The Company considers all highly liquid investments with maturity of three months or less when purchased to be cash equivalents.


Income Taxes


Income taxes are provided in accordance with Statement of Financial Accounting Standards No740 ( ASC 740), Accounting for Income Taxes. A deferred tax asset or liability is recorded for all temporary differences between financial and tax reporting and net operating loss carry forwards. Deferred tax expense (benefit) results from the net change during the year of deferred tax assets and liabilities. Deferred tax assets are reduced by a valuation allowance when, in the opinion of management, it is more likely than not that some portion of all of the deferred tax assets will be realized. Deferred tax assets and liabilities are adjusted for the effects of changes in tax laws and rates on the date of enactment. There were no current or deferred Income tax expenses or benefits due to the Company not having any material operations for period ended  June 30, 2012.


Basic Earnings (Loss) per Share


In February 1997, the FASB issued ASC 260, “Earnings per Share”, which specifies the computation, presentation and disclosure requirements for earnings (loss) per share for entities with publicly held common stock.  ASC 260 supersedes the provisions of APB No. 15, and requires the presentation of basic earnings (loss) per share and diluted earnings (loss) per share. The Company has adopted the provisions of ASC 260 effective   (inception).



F - 12




Basic net loss per share amounts is computed by dividing the net income by the weighted average number of common shares outstanding. Diluted earnings per share are the same as basic earnings per share due to the lack of dilutive items in the Company.


Impact of New Accounting Standards


The Company does not expect the adoption of recently issued accounting pronouncements to have a significant impact on the Company’s results of operations, financial position, or cash flow.


NOTE 3.  GOING CONCERN


The Company’s financial statements are prepared using accounting principles generally accepted in the United States of America applicable to a going concern that contemplates the realization of assets and liquidation of liabilities in the normal course of business. The Company has not established any source of revenue to cover its operating costs. The Company will engage in very limited activities without incurring any liabilities that must be satisfied in cash until a source of funding is secured. The Company will offer noncash consideration and seek equity lines as a means of financing its operations. If the Company is unable to obtain revenue producing contracts or financing or if the revenue or financing it does obtain is insufficient to cover any operating losses it may incur, it may substantially curtail or terminate its operations or seek other business opportunities through strategic alliances, acquisitions or other arrangements that may dilute the interests of existing stockholders.
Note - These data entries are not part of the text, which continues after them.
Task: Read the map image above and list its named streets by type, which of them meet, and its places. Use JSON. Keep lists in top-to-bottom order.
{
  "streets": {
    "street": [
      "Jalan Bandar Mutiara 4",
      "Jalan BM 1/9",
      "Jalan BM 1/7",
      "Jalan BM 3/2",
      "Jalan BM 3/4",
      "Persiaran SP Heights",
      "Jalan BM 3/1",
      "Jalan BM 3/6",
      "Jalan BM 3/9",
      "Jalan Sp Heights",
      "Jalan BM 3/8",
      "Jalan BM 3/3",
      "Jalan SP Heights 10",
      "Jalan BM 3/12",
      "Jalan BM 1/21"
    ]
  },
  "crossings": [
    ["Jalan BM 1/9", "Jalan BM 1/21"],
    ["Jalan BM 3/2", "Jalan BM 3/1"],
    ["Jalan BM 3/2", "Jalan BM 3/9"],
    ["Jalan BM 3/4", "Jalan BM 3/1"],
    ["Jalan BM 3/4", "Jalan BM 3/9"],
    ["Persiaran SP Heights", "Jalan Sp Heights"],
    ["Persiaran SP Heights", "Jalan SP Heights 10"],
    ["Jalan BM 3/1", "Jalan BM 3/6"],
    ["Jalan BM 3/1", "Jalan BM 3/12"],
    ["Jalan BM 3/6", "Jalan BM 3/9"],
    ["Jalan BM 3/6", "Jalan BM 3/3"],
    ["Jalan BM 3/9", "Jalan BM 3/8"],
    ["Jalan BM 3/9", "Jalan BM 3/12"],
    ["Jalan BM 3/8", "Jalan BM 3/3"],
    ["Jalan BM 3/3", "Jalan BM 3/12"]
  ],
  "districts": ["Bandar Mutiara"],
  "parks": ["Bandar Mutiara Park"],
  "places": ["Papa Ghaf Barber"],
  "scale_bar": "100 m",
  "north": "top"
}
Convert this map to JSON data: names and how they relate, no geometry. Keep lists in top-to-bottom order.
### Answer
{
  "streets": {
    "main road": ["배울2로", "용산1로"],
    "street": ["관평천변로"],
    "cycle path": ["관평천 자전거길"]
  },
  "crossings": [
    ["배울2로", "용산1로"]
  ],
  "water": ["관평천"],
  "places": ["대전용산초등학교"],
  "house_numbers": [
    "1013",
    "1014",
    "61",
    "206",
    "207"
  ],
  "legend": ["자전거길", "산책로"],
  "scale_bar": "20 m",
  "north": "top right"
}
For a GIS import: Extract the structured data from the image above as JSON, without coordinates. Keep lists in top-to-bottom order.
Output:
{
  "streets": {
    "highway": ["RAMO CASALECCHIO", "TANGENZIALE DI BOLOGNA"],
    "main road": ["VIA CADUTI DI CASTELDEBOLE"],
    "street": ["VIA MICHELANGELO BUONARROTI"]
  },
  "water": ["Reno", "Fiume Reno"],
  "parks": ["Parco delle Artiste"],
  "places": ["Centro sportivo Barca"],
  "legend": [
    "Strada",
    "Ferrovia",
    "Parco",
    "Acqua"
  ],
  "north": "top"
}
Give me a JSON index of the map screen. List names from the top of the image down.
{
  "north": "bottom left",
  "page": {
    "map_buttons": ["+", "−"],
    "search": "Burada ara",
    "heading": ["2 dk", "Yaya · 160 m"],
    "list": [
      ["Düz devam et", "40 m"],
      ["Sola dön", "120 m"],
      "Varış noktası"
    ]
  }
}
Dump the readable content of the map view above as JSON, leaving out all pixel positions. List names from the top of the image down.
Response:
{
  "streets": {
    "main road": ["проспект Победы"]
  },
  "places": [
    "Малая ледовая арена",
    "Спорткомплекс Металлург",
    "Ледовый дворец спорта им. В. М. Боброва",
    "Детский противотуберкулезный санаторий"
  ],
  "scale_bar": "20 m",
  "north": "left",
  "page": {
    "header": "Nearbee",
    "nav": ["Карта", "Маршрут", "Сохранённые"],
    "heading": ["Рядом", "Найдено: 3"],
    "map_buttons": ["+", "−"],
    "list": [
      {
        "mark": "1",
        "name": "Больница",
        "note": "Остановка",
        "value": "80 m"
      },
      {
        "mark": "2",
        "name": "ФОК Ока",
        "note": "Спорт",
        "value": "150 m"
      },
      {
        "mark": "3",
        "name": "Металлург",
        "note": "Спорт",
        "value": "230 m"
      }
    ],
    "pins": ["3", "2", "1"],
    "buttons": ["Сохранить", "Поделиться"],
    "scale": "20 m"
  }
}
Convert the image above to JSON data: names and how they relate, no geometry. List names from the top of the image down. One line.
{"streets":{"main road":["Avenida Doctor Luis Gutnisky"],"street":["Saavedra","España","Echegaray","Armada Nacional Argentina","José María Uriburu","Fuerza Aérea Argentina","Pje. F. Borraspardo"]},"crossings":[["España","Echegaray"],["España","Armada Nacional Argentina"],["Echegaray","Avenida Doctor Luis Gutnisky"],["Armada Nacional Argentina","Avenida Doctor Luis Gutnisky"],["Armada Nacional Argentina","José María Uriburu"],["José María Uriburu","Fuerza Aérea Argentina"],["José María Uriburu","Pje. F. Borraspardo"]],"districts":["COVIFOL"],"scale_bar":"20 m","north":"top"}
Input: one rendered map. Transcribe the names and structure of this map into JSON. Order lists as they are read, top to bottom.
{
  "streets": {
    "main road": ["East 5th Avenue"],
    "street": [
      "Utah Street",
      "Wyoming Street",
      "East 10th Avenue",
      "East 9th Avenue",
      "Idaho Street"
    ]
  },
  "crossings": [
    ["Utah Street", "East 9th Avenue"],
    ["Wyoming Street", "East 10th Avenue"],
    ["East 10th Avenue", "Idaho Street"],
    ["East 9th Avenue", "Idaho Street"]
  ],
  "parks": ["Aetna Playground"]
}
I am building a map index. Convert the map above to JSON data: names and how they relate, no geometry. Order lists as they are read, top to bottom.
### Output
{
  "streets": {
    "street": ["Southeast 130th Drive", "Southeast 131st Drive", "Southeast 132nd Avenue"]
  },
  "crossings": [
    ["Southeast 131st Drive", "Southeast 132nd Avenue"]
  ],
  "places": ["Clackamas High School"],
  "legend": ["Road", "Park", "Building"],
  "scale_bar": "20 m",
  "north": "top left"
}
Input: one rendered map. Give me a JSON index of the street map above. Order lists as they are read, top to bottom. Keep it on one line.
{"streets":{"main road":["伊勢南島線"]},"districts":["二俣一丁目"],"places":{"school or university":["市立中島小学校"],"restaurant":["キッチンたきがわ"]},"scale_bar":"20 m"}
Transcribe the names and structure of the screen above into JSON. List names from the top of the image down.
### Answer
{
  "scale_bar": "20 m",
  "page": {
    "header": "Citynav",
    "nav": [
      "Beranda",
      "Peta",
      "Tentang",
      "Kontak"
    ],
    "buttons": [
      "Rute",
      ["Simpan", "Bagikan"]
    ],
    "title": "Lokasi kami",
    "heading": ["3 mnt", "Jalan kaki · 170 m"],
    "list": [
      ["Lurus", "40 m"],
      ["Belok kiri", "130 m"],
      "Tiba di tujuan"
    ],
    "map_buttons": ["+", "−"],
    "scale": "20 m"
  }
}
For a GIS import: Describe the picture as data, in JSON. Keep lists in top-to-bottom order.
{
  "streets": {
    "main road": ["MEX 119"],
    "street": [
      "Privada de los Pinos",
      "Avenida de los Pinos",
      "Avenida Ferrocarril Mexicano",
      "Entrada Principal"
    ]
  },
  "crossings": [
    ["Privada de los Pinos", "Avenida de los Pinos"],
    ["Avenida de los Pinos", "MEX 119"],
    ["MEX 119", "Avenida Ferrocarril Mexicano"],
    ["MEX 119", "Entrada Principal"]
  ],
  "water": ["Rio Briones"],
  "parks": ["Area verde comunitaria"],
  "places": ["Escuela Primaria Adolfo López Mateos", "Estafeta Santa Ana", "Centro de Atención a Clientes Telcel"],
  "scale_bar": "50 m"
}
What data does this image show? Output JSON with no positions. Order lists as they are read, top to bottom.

NOTE 4.  RELATED PARTY TRANSACTIONS


An officer and director of the Company performed services for the Company during the period the value of which was $1,000, in exchange for 10,000,000 shares of common stock. An officer and director of the Company loaned $1,000 to the Company during the period. There are no specific term and no interest on this loan.


NOTE  5.  SHAREHOLDER’S EQUITY


Upon formation, the Board of Directors issued 10,000,000 shares of common stock for $1,000 in services to the founding shareholder of the Company.


The stockholders’ equity section of the Company contains the following classes of capital stock as of   


·

Common stock, $ 0.0001 par value: 100,000,000 shares authorized; 10,000,000 shares issued and outstanding


·

Preferred stock, $ 0.0001 par value: 5,000,000 shares authorized; but not issued and outstanding.


NOTE  6.  COMMITMENT AND CONTINGENCY


There is no commitment or contingency to disclose during the quarter ended June 30, 2012.


NOTE 7.  SUBSEQUENT EVENTS


Management has evaluated subsequent events up to and including July 16, 2012 which is the date the statements were available for issuance and determined there are no reportable subsequent events.